CVE-2026-33588 Overview
CVE-2026-33588 is a path traversal vulnerability in Open Notebook v1.8.3. The flaw resides in the application's file upload functionality, which fails to validate user-supplied input. An authenticated application user can craft file paths containing directory traversal sequences to create or modify files on the underlying Docker container outside the intended upload directory.
The issue is classified under CWE-20: Improper Input Validation. Successful exploitation impacts file integrity and availability on the host container.
Critical Impact
An attacker with application access can write arbitrary files inside the Open Notebook Docker container, enabling tampering with application files, configuration overwrite, or planting of malicious artifacts.
Affected Products
- Open Notebook v1.8.3
- Deployments using the affected Open Notebook Docker container image
- Self-hosted instances exposing the file upload endpoint to authenticated users
Discovery Timeline
- 2026-05-07 - CVE-2026-33588 published to NVD
- 2026-05-07 - Last updated in NVD database
Technical Details for CVE-2026-33588
Vulnerability Analysis
Open Notebook v1.8.3 exposes a file upload feature intended to store user content within a designated directory inside the Docker container. The endpoint accepts a filename or path parameter from the client without sanitizing traversal sequences such as ../. As a result, the application resolves the supplied path relative to a writable location and writes the uploaded content there.

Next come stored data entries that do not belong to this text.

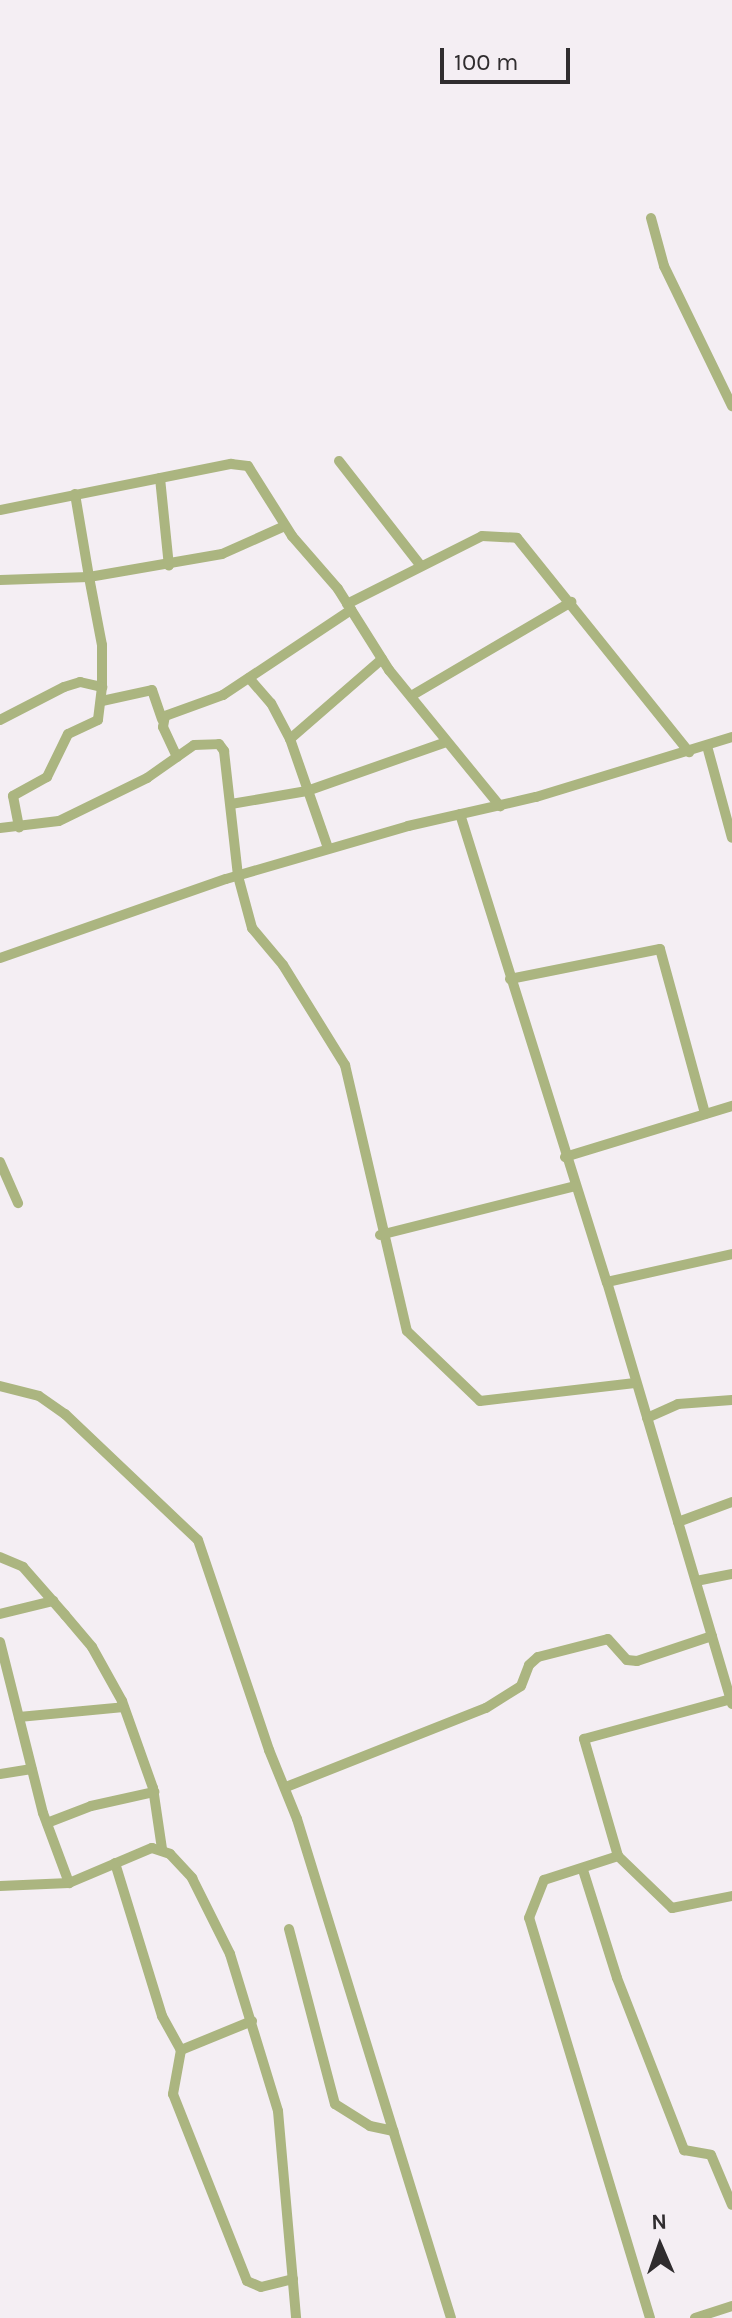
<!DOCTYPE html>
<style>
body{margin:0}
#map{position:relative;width:732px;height:2318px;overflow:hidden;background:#f4eef3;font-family:Karla,sans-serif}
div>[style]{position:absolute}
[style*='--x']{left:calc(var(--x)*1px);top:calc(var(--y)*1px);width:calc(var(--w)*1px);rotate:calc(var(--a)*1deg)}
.street>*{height:10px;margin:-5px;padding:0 5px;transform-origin:5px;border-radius:5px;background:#abb580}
span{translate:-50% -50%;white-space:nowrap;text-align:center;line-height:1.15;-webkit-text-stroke:8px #f4eef3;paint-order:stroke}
.north{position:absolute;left:620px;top:2206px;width:80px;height:80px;-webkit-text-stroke:6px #f4eef3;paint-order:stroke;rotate:358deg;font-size:22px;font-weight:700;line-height:32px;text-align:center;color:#302d2f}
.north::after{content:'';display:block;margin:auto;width:28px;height:36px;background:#302d2f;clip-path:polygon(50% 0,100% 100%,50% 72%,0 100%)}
.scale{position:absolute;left:440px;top:48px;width:130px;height:36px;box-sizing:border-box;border:4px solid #302d2f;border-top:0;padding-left:10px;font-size:24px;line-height:28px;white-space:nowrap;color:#302d2f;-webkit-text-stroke:6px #f4eef3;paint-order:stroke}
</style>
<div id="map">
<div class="street">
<i style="--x:651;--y:218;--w:50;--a:74.8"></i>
<i style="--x:664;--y:266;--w:156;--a:64.1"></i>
<i style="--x:339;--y:461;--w:133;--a:52"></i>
<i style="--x:160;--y:478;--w:88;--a:84.2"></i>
<i style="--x:75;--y:494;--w:84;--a:80.4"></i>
<i style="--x:89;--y:577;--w:135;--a:-9.8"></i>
<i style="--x:222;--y:554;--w:69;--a:-24"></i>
<i style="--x:0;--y:510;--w:236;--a:-11.3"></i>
<i style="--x:231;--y:464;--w:17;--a:7"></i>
<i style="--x:248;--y:466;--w:83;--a:57.8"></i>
<i style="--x:292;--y:536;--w:70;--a:49"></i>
<i style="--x:338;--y:589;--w:96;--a:57.8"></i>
<i style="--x:389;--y:670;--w:176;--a:50.8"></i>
<i style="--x:0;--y:580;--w:89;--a:-1.9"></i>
<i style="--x:89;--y:577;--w:69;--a:79.2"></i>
<i style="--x:102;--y:645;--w:42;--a:90"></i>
<i style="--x:347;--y:604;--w:151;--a:-26.7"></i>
<i style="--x:482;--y:536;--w:35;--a:3"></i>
<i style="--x:517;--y:538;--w:275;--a:51.2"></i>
<i style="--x:249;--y:678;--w:33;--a:49"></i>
<i style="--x:271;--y:703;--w:41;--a:62.2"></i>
<i style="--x:411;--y:696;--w:186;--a:-30.4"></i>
<i style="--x:102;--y:701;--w:51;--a:-12.4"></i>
<i style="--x:152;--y:690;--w:31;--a:71"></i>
<i style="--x:0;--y:720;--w:72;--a:-27.3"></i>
<i style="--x:64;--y:687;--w:17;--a:-17"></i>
<i style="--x:80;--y:682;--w:23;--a:13"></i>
<i style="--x:102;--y:687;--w:33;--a:97"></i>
<i style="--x:98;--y:720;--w:33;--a:155"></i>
<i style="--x:68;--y:734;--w:48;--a:116"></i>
<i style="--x:47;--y:777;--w:39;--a:151"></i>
<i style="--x:13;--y:796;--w:32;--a:79"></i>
<i style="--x:707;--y:746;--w:95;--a:74.8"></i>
<i style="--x:177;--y:757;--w:33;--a:-115"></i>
<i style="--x:163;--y:727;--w:11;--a:-80"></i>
<i style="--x:165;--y:716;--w:62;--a:-19.9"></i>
<i style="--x:223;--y:695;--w:154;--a:-33.6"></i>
<i style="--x:231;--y:804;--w:77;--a:-9.7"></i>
<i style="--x:307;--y:791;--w:147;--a:-19.4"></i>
<i style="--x:460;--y:814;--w:491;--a:72.6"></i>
<i style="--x:607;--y:1282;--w:440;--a:73.5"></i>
<i style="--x:0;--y:828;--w:59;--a:-6.8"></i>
<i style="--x:59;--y:821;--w:98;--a:-26"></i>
<i style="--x:147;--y:778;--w:57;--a:-35.1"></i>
<i style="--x:194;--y:745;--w:25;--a:-2"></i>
<i style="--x:219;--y:744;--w:9;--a:54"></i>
<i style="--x:224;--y:751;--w:126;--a:83.6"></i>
<i style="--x:238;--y:876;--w:54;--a:74.9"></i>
<i style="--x:252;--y:928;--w:48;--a:50"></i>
<i style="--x:283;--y:965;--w:118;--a:58.2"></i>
<i style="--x:345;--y:1065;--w:273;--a:76.9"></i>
<i style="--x:407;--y:1331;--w:101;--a:43.8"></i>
<i style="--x:480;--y:1401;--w:156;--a:-6.6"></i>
<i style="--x:328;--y:848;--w:115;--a:-109.2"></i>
<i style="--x:290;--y:739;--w:122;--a:-41"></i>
<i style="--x:0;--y:958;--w:239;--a:-19.3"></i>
<i style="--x:226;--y:879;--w:190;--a:-16.2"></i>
<i style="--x:408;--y:826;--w:131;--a:-12.8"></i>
<i style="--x:536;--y:797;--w:205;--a:-17"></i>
<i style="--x:510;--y:979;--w:153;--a:-11.3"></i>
<i style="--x:660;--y:949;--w:171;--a:74.7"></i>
<i style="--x:565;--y:1157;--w:175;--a:-17"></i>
<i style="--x:0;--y:1162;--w:45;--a:66.3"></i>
<i style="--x:380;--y:1235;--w:201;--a:-14.1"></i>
<i style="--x:607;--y:1282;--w:128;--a:-12.6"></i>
<i style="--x:0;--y:1386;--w:40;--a:14.4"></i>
<i style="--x:39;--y:1396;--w:32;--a:35"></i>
<i style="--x:65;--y:1414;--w:183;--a:43.5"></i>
<i style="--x:198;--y:1540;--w:222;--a:71.3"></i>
<i style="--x:269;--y:1750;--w:74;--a:67.9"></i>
<i style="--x:297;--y:1819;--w:522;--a:72.85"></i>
<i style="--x:647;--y:1418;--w:34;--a:-24"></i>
<i style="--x:678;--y:1404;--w:54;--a:-4.2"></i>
<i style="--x:678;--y:1522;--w:58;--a:-20.3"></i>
<i style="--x:0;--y:1557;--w:25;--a:23"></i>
<i style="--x:23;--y:1567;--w:64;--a:48.8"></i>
<i style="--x:65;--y:1615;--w:42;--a:49.8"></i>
<i style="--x:92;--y:1647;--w:62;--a:60.9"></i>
<i style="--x:122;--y:1701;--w:92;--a:70.4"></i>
<i style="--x:153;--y:1788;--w:62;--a:81.6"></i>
<i style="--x:696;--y:1581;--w:37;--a:-11"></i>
<i style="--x:0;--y:1614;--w:55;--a:-13.8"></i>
<i style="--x:0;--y:1642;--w:176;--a:75.9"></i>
<i style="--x:43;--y:1813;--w:75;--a:69.6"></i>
<i style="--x:19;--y:1717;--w:105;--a:-5.4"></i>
<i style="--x:0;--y:1774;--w:32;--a:-9"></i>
<i style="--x:286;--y:1787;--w:215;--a:-21.6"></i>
<i style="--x:486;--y:1708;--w:41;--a:-32.2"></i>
<i style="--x:521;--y:1686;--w:22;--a:-69"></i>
<i style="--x:529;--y:1665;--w:12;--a:-42"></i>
<i style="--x:538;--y:1657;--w:72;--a:-14.4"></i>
<i style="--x:608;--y:1639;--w:28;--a:48"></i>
<i style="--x:627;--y:1660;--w:10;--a:6"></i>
<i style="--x:637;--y:1661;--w:79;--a:-18.4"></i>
<i style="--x:47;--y:1823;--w:47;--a:-21.1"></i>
<i style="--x:91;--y:1806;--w:65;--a:-12.5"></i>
<i style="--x:618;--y:1856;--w:122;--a:-106.2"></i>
<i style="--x:584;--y:1739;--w:152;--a:-15.2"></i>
<i style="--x:115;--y:1863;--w:160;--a:72.9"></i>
<i style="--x:162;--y:2016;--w:39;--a:61"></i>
<i style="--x:583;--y:1870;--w:113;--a:72.5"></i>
<i style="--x:617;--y:1978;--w:185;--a:68.7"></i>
<i style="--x:684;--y:2150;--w:27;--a:10"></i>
<i style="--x:711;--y:2155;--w:54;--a:67.2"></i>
<i style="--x:0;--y:1886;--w:69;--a:-2.5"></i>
<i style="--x:69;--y:1883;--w:90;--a:-22.9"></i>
<i style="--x:152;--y:1848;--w:19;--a:18"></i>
<i style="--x:170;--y:1854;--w:33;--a:47"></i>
<i style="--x:192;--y:1878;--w:85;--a:63.4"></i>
<i style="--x:230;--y:1954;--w:164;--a:73"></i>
<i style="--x:278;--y:2111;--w:208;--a:85"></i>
<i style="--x:289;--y:1929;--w:181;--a:75.3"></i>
<i style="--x:335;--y:2104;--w:41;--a:32.2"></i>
<i style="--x:370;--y:2126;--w:24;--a:12"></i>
<i style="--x:252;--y:2021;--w:77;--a:157.8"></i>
<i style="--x:181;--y:2050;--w:45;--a:100.3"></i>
<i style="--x:173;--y:2094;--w:201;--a:68.4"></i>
<i style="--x:247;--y:2281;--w:15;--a:23"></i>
<i style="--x:261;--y:2287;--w:33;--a:-14"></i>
<i style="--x:650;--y:2318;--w:418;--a:-106.8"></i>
<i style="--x:529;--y:1918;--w:41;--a:-68.5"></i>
<i style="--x:544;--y:1880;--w:78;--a:-18"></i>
<i style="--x:618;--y:1856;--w:75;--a:43.9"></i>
<i style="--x:672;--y:1908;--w:61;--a:-11.3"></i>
<i style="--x:695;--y:2318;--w:39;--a:-18"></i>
</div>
<div class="north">N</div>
<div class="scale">100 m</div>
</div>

Because the vulnerability is in upload handling, the impact is on integrity and availability rather than confidentiality. An attacker can overwrite application files, drop scripts into directories that the runtime may execute, or corrupt configuration files used by Open Notebook. The advisory does not document confidentiality loss through this vector.
Exploitation requires local-level access to the application as defined by the CVSS attack vector, but no privileges and no user interaction beyond submitting a crafted upload request.
Root Cause
The root cause is missing validation and canonicalization of user-controlled file path input in the upload handler. The code does not reject path components such as .., absolute paths, or symbolic link references before joining them with the upload base directory. See the GitHub Security Advisory GHSA-x4q2-89g5-594v for advisory details.
Attack Vector
An application user submits an upload request whose target filename includes traversal sequences. The server concatenates the value with the upload directory and writes the file at the resolved location. The attacker chooses the destination to overwrite or create files anywhere the container process has write access, including paths used for scheduled tasks, application logic, or persisted configuration.

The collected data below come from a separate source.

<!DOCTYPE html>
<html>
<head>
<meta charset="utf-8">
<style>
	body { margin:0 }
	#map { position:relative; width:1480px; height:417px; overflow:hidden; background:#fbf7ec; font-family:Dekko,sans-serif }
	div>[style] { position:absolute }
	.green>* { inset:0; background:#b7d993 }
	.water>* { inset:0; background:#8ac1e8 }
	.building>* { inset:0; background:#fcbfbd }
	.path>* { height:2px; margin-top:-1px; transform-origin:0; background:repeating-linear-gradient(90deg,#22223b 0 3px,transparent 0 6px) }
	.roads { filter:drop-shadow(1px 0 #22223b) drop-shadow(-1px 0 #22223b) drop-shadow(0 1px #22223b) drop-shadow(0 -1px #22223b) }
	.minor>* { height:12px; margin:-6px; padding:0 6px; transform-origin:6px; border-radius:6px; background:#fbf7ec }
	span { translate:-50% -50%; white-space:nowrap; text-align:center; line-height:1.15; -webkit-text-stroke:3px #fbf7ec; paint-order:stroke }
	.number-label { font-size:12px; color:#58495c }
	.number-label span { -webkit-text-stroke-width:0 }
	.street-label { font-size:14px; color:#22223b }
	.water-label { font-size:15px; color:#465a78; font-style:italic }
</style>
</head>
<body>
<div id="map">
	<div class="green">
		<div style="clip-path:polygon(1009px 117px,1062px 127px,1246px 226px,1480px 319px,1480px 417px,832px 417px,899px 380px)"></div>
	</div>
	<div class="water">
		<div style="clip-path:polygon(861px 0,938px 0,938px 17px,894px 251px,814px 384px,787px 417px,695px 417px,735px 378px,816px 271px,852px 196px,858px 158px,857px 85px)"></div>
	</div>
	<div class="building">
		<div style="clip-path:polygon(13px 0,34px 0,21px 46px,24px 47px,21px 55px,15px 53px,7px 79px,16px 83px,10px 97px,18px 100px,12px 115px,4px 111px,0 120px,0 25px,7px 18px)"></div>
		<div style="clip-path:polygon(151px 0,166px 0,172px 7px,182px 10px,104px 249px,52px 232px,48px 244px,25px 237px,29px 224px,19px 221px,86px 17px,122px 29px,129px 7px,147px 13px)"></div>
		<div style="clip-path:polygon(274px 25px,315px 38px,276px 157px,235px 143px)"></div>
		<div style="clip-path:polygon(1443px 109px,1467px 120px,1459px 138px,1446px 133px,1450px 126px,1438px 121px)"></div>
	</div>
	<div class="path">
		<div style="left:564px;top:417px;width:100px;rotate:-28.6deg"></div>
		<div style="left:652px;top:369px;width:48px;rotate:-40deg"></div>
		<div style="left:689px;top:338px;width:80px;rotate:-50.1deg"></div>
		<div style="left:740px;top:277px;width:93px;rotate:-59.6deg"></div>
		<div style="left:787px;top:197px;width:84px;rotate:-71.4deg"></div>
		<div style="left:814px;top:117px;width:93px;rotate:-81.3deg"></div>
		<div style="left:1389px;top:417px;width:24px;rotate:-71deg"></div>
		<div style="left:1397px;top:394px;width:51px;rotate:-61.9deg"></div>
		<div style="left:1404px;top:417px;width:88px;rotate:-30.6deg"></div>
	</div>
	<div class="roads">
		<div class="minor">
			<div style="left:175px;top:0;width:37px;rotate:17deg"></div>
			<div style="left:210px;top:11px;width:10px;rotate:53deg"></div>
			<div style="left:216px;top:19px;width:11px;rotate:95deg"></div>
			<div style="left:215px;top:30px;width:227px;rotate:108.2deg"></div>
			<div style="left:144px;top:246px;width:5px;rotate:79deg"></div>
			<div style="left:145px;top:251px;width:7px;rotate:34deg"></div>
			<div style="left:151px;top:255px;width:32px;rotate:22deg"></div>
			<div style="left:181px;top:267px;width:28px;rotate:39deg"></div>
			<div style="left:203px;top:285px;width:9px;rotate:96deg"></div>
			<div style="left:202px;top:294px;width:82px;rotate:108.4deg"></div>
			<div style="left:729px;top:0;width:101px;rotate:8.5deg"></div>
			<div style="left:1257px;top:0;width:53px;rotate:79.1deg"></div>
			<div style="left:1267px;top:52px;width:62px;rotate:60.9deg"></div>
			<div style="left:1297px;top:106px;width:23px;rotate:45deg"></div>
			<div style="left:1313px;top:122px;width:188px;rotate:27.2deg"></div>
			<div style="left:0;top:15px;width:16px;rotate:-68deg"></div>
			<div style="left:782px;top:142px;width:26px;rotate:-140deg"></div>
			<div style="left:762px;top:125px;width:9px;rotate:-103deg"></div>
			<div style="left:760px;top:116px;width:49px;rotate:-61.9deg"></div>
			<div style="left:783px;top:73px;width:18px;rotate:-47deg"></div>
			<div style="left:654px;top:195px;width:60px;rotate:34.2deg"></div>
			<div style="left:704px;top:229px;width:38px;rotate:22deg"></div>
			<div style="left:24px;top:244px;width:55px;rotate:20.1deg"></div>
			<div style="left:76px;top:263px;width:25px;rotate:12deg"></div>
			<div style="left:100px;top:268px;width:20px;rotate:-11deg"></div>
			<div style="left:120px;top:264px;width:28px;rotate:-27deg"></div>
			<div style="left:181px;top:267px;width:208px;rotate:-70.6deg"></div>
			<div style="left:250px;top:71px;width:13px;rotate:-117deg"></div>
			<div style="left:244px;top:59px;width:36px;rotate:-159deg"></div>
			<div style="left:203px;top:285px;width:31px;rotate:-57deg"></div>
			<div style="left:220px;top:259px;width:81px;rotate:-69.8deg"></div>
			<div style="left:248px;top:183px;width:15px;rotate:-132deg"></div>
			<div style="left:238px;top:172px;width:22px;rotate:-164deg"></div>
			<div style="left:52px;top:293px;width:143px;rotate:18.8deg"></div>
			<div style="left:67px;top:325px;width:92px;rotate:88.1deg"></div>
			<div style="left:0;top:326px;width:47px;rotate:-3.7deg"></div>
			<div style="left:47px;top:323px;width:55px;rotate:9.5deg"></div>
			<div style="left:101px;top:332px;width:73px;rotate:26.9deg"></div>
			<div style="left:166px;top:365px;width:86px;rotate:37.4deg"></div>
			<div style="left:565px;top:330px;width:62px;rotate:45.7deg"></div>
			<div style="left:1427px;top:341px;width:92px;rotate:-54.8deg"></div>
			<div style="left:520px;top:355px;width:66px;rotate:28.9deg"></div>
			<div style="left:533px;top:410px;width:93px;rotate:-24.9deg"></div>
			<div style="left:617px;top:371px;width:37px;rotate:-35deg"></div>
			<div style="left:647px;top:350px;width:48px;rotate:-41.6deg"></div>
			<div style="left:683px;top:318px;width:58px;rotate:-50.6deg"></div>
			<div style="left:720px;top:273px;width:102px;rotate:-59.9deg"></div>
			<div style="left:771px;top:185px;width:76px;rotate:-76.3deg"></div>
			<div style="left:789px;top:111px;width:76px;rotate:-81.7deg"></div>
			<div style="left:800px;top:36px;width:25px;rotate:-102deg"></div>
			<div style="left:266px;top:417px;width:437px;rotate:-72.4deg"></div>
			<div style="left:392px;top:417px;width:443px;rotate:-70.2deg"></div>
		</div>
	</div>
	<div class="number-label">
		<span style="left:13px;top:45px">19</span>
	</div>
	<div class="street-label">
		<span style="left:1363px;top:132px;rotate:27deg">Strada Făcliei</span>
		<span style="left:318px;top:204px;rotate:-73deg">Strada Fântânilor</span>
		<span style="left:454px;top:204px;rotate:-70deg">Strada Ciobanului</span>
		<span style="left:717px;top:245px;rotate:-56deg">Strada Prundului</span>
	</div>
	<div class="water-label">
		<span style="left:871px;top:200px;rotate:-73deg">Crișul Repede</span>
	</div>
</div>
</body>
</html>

No public proof-of-concept or exploit entry was referenced in the advisory at the time of publication.
Detection Methods for CVE-2026-33588
Indicators of Compromise
- Files appearing outside the configured Open Notebook upload directory inside the Docker container
- Modification timestamps on application or configuration files that do not align with deployment events
- HTTP requests to the upload endpoint containing .., %2e%2e, or absolute path prefixes in filename parameters
- Unexpected new files in directories such as /app, /etc, or other writable locations within the container
Detection Strategies
- Inspect web server and application access logs for upload requests with filename fields containing traversal sequences or absolute paths
- Compare the running container filesystem against the original image to identify drift in non-data directories
- Enable file integrity monitoring on the Open Notebook container for application code and configuration paths
Monitoring Recommendations
- Forward Open Notebook application logs and reverse proxy logs to a centralized logging system for retention and search
- Alert on writes to sensitive paths inside the container that are outside the documented upload directory
- Track outbound network activity from the container to detect post-exploitation behavior following file tampering
How to Mitigate CVE-2026-33588
Immediate Actions Required
- Restrict access to the Open Notebook application to trusted users only until a fix is applied
- Place the application behind authenticated reverse proxy controls and disable anonymous routes to the upload endpoint
- Run the Open Notebook container as a non-root user with a read-only root filesystem where feasible
- Review the container filesystem for unauthorized files written outside the intended upload directory
Patch Information
Refer to the Open Notebook GitHub Security Advisory GHSA-x4q2-89g5-594v for upstream remediation guidance and fixed version information. Upgrade to a release that includes input validation and path canonicalization in the file upload handler.
Workarounds
- Mount the upload directory as a dedicated volume and set all other container paths to read-only to prevent traversal writes
- Add a reverse proxy rule that rejects requests whose body or query parameters contain .., %2e%2e, or absolute path prefixes targeting the upload endpoint
- Apply Linux capabilities restrictions and a seccomp profile to the container to reduce post-exploitation impact
# Example Docker hardening for Open Notebook deployments
docker run \
--read-only \
--tmpfs /tmp \
--user 10001:10001 \
--cap-drop ALL \
--security-opt no-new-privileges \
-v open-notebook-uploads:/app/uploads \
open-notebook:patched
Disclaimer: This content was generated using AI. While we strive for accuracy, please verify critical information with official sources.